EXERCISE PROMPT —
Beginning with the line that holds "Annotation task. Describe", retype the rest of the listing exactly, last line included.

--- DATA SUPPLIED ---

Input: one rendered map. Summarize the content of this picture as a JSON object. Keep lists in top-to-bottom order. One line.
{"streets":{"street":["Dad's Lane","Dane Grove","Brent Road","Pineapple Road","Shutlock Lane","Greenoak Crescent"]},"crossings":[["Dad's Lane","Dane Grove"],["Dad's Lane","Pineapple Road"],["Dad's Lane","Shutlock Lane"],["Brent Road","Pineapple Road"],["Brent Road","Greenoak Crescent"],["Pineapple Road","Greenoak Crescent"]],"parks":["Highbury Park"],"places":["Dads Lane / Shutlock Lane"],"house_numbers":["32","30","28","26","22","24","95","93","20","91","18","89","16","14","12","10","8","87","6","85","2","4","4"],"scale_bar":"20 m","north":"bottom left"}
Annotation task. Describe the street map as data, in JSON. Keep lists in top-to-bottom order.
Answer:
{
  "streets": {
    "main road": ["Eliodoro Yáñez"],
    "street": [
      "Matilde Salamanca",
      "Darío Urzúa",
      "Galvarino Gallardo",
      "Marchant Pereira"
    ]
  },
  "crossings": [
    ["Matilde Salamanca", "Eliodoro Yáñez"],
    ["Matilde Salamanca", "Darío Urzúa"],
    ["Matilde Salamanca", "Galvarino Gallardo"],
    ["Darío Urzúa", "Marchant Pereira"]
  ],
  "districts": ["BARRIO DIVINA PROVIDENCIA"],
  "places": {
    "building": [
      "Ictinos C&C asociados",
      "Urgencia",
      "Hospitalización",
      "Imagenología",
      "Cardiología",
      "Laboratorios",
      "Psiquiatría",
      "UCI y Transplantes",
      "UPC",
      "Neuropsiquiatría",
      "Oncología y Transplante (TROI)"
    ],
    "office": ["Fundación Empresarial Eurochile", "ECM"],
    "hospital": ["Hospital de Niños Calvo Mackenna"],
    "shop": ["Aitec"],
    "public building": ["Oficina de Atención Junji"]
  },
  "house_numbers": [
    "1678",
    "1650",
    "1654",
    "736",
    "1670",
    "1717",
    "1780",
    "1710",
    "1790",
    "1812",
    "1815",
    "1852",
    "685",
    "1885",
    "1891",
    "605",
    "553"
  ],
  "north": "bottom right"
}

---

RESULT OF THE TASK —
Annotation task. Describe the street map as data, in JSON. Keep lists in top-to-bottom order.
Answer:
{
  "streets": {
    "main road": ["Eliodoro Yáñez"],
    "street": [
      "Matilde Salamanca",
      "Darío Urzúa",
      "Galvarino Gallardo",
      "Marchant Pereira"
    ]
  },
  "crossings": [
    ["Matilde Salamanca", "Eliodoro Yáñez"],
    ["Matilde Salamanca", "Darío Urzúa"],
    ["Matilde Salamanca", "Galvarino Gallardo"],
    ["Darío Urzúa", "Marchant Pereira"]
  ],
  "districts": ["BARRIO DIVINA PROVIDENCIA"],
  "places": {
    "building": [
      "Ictinos C&C asociados",
      "Urgencia",
      "Hospitalización",
      "Imagenología",
      "Cardiología",
      "Laboratorios",
      "Psiquiatría",
      "UCI y Transplantes",
      "UPC",
      "Neuropsiquiatría",
      "Oncología y Transplante (TROI)"
    ],
    "office": ["Fundación Empresarial Eurochile", "ECM"],
    "hospital": ["Hospital de Niños Calvo Mackenna"],
    "shop": ["Aitec"],
    "public building": ["Oficina de Atención Junji"]
  },
  "house_numbers": [
    "1678",
    "1650",
    "1654",
    "736",
    "1670",
    "1717",
    "1780",
    "1710",
    "1790",
    "1812",
    "1815",
    "1852",
    "685",
    "1885",
    "1891",
    "605",
    "553"
  ],
  "north": "bottom right"
}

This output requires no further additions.